Work task:
The expected output is every entry, repeated exactly.

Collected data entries
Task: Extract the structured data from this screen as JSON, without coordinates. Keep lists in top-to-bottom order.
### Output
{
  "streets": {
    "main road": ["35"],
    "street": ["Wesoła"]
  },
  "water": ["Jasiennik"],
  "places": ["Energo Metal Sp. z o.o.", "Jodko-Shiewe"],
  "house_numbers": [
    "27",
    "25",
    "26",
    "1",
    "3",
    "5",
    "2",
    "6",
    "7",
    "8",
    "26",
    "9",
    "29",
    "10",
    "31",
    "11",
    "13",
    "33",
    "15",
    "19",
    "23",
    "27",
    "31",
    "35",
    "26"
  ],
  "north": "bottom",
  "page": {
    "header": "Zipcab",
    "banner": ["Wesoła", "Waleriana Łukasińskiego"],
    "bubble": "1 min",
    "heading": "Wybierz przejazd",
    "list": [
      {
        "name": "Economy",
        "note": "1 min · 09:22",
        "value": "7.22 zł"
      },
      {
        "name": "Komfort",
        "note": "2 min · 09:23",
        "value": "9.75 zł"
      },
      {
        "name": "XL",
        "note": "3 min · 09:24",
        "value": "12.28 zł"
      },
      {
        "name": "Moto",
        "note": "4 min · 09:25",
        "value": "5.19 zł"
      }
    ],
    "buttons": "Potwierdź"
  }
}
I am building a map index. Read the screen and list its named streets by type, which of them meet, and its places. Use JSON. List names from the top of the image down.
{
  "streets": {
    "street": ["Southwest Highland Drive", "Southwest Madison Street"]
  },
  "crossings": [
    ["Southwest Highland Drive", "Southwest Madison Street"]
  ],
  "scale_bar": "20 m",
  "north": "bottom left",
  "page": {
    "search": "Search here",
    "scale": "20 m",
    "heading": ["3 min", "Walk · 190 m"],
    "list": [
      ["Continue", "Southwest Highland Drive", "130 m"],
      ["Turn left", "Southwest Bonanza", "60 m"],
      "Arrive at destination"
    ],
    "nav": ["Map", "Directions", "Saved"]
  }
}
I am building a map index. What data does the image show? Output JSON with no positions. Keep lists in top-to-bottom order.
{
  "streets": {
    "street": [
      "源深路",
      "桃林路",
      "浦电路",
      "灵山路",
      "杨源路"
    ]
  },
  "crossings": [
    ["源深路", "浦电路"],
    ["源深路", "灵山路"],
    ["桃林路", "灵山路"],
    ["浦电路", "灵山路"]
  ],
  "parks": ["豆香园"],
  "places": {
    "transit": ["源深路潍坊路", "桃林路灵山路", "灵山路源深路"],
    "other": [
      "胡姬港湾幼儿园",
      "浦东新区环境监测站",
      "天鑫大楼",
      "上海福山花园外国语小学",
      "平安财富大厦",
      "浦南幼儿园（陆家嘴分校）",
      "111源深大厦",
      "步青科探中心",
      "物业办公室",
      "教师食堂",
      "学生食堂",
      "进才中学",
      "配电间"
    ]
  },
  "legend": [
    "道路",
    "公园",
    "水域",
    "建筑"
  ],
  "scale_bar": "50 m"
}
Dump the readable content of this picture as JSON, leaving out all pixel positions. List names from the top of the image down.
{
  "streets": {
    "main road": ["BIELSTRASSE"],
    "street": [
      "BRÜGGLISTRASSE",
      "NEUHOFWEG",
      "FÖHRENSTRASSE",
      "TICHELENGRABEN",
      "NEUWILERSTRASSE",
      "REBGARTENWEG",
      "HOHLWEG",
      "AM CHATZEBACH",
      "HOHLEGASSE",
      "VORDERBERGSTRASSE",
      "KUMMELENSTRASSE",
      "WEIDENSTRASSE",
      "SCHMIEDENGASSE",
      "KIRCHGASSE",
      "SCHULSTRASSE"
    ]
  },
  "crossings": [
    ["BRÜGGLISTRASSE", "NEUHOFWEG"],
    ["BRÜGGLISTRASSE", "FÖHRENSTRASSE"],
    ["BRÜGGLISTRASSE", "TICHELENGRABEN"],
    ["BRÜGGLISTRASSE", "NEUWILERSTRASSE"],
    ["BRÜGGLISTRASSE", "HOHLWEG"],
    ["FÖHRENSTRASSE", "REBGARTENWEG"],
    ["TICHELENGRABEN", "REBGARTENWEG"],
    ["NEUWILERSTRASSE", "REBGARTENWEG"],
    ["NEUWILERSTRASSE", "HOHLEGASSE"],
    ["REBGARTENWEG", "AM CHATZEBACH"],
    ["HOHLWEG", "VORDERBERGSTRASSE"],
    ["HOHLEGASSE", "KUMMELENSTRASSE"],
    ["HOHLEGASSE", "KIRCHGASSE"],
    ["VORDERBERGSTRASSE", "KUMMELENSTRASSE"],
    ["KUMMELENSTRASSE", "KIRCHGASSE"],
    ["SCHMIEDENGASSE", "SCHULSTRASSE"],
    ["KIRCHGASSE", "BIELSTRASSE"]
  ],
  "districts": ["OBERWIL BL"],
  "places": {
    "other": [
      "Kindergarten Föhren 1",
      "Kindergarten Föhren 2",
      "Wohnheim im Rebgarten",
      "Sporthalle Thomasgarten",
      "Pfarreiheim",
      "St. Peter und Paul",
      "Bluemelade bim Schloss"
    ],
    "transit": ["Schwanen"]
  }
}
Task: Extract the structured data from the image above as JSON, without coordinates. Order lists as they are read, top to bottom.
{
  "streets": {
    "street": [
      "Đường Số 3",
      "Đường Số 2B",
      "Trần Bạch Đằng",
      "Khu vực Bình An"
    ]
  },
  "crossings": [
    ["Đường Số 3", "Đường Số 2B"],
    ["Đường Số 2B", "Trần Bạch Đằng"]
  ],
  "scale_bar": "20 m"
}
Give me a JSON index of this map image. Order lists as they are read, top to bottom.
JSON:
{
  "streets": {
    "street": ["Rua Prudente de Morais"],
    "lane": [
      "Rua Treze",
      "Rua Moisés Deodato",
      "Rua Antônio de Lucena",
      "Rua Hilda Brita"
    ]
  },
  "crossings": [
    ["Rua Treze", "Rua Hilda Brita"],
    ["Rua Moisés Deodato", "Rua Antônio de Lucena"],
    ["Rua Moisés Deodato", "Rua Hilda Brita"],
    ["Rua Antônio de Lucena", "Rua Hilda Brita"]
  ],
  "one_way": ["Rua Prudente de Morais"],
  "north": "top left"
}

Exercise response:
Task: Extract the structured data from this screen as JSON, without coordinates. Keep lists in top-to-bottom order.
### Output
{
  "streets": {
    "main road": ["35"],
    "street": ["Wesoła"]
  },
  "water": ["Jasiennik"],
  "places": ["Energo Metal Sp. z o.o.", "Jodko-Shiewe"],
  "house_numbers": [
    "27",
    "25",
    "26",
    "1",
    "3",
    "5",
    "2",
    "6",
    "7",
    "8",
    "26",
    "9",
    "29",
    "10",
    "31",
    "11",
    "13",
    "33",
    "15",
    "19",
    "23",
    "27",
    "31",
    "35",
    "26"
  ],
  "north": "bottom",
  "page": {
    "header": "Zipcab",
    "banner": ["Wesoła", "Waleriana Łukasińskiego"],
    "bubble": "1 min",
    "heading": "Wybierz przejazd",
    "list": [
      {
        "name": "Economy",
        "note": "1 min · 09:22",
        "value": "7.22 zł"
      },
      {
        "name": "Komfort",
        "note": "2 min · 09:23",
        "value": "9.75 zł"
      },
      {
        "name": "XL",
        "note": "3 min · 09:24",
        "value": "12.28 zł"
      },
      {
        "name": "Moto",
        "note": "4 min · 09:25",
        "value": "5.19 zł"
      }
    ],
    "buttons": "Potwierdź"
  }
}
I am building a map index. Read the screen and list its named streets by type, which of them meet, and its places. Use JSON. List names from the top of the image down.
{
  "streets": {
    "street": ["Southwest Highland Drive", "Southwest Madison Street"]
  },
  "crossings": [
    ["Southwest Highland Drive", "Southwest Madison Street"]
  ],
  "scale_bar": "20 m",
  "north": "bottom left",
  "page": {
    "search": "Search here",
    "scale": "20 m",
    "heading": ["3 min", "Walk · 190 m"],
    "list": [
      ["Continue", "Southwest Highland Drive", "130 m"],
      ["Turn left", "Southwest Bonanza", "60 m"],
      "Arrive at destination"
    ],
    "nav": ["Map", "Directions", "Saved"]
  }
}
I am building a map index. What data does the image show? Output JSON with no positions. Keep lists in top-to-bottom order.
{
  "streets": {
    "street": [
      "源深路",
      "桃林路",
      "浦电路",
      "灵山路",
      "杨源路"
    ]
  },
  "crossings": [
    ["源深路", "浦电路"],
    ["源深路", "灵山路"],
    ["桃林路", "灵山路"],
    ["浦电路", "灵山路"]
  ],
  "parks": ["豆香园"],
  "places": {
    "transit": ["源深路潍坊路", "桃林路灵山路", "灵山路源深路"],
    "other": [
      "胡姬港湾幼儿园",
      "浦东新区环境监测站",
      "天鑫大楼",
      "上海福山花园外国语小学",
      "平安财富大厦",
      "浦南幼儿园（陆家嘴分校）",
      "111源深大厦",
      "步青科探中心",
      "物业办公室",
      "教师食堂",
      "学生食堂",
      "进才中学",
      "配电间"
    ]
  },
  "legend": [
    "道路",
    "公园",
    "水域",
    "建筑"
  ],
  "scale_bar": "50 m"
}
Dump the readable content of this picture as JSON, leaving out all pixel positions. List names from the top of the image down.
{
  "streets": {
    "main road": ["BIELSTRASSE"],
    "street": [
      "BRÜGGLISTRASSE",
      "NEUHOFWEG",
      "FÖHRENSTRASSE",
      "TICHELENGRABEN",
      "NEUWILERSTRASSE",
      "REBGARTENWEG",
      "HOHLWEG",
      "AM CHATZEBACH",
      "HOHLEGASSE",
      "VORDERBERGSTRASSE",
      "KUMMELENSTRASSE",
      "WEIDENSTRASSE",
      "SCHMIEDENGASSE",
      "KIRCHGASSE",
      "SCHULSTRASSE"
    ]
  },
  "crossings": [
    ["BRÜGGLISTRASSE", "NEUHOFWEG"],
    ["BRÜGGLISTRASSE", "FÖHRENSTRASSE"],
    ["BRÜGGLISTRASSE", "TICHELENGRABEN"],
    ["BRÜGGLISTRASSE", "NEUWILERSTRASSE"],
    ["BRÜGGLISTRASSE", "HOHLWEG"],
    ["FÖHRENSTRASSE", "REBGARTENWEG"],
    ["TICHELENGRABEN", "REBGARTENWEG"],
    ["NEUWILERSTRASSE", "REBGARTENWEG"],
    ["NEUWILERSTRASSE", "HOHLEGASSE"],
    ["REBGARTENWEG", "AM CHATZEBACH"],
    ["HOHLWEG", "VORDERBERGSTRASSE"],
    ["HOHLEGASSE", "KUMMELENSTRASSE"],
    ["HOHLEGASSE", "KIRCHGASSE"],
    ["VORDERBERGSTRASSE", "KUMMELENSTRASSE"],
    ["KUMMELENSTRASSE", "KIRCHGASSE"],
    ["SCHMIEDENGASSE", "SCHULSTRASSE"],
    ["KIRCHGASSE", "BIELSTRASSE"]
  ],
  "districts": ["OBERWIL BL"],
  "places": {
    "other": [
      "Kindergarten Föhren 1",
      "Kindergarten Föhren 2",
      "Wohnheim im Rebgarten",
      "Sporthalle Thomasgarten",
      "Pfarreiheim",
      "St. Peter und Paul",
      "Bluemelade bim Schloss"
    ],
    "transit": ["Schwanen"]
  }
}
Task: Extract the structured data from the image above as JSON, without coordinates. Order lists as they are read, top to bottom.
{
  "streets": {
    "street": [
      "Đường Số 3",
      "Đường Số 2B",
      "Trần Bạch Đằng",
      "Khu vực Bình An"
    ]
  },
  "crossings": [
    ["Đường Số 3", "Đường Số 2B"],
    ["Đường Số 2B", "Trần Bạch Đằng"]
  ],
  "scale_bar": "20 m"
}
Give me a JSON index of this map image. Order lists as they are read, top to bottom.
JSON:
{
  "streets": {
    "street": ["Rua Prudente de Morais"],
    "lane": [
      "Rua Treze",
      "Rua Moisés Deodato",
      "Rua Antônio de Lucena",
      "Rua Hilda Brita"
    ]
  },
  "crossings": [
    ["Rua Treze", "Rua Hilda Brita"],
    ["Rua Moisés Deodato", "Rua Antônio de Lucena"],
    ["Rua Moisés Deodato", "Rua Hilda Brita"],
    ["Rua Antônio de Lucena", "Rua Hilda Brita"]
  ],
  "one_way": ["Rua Prudente de Morais"],
  "north": "top left"
}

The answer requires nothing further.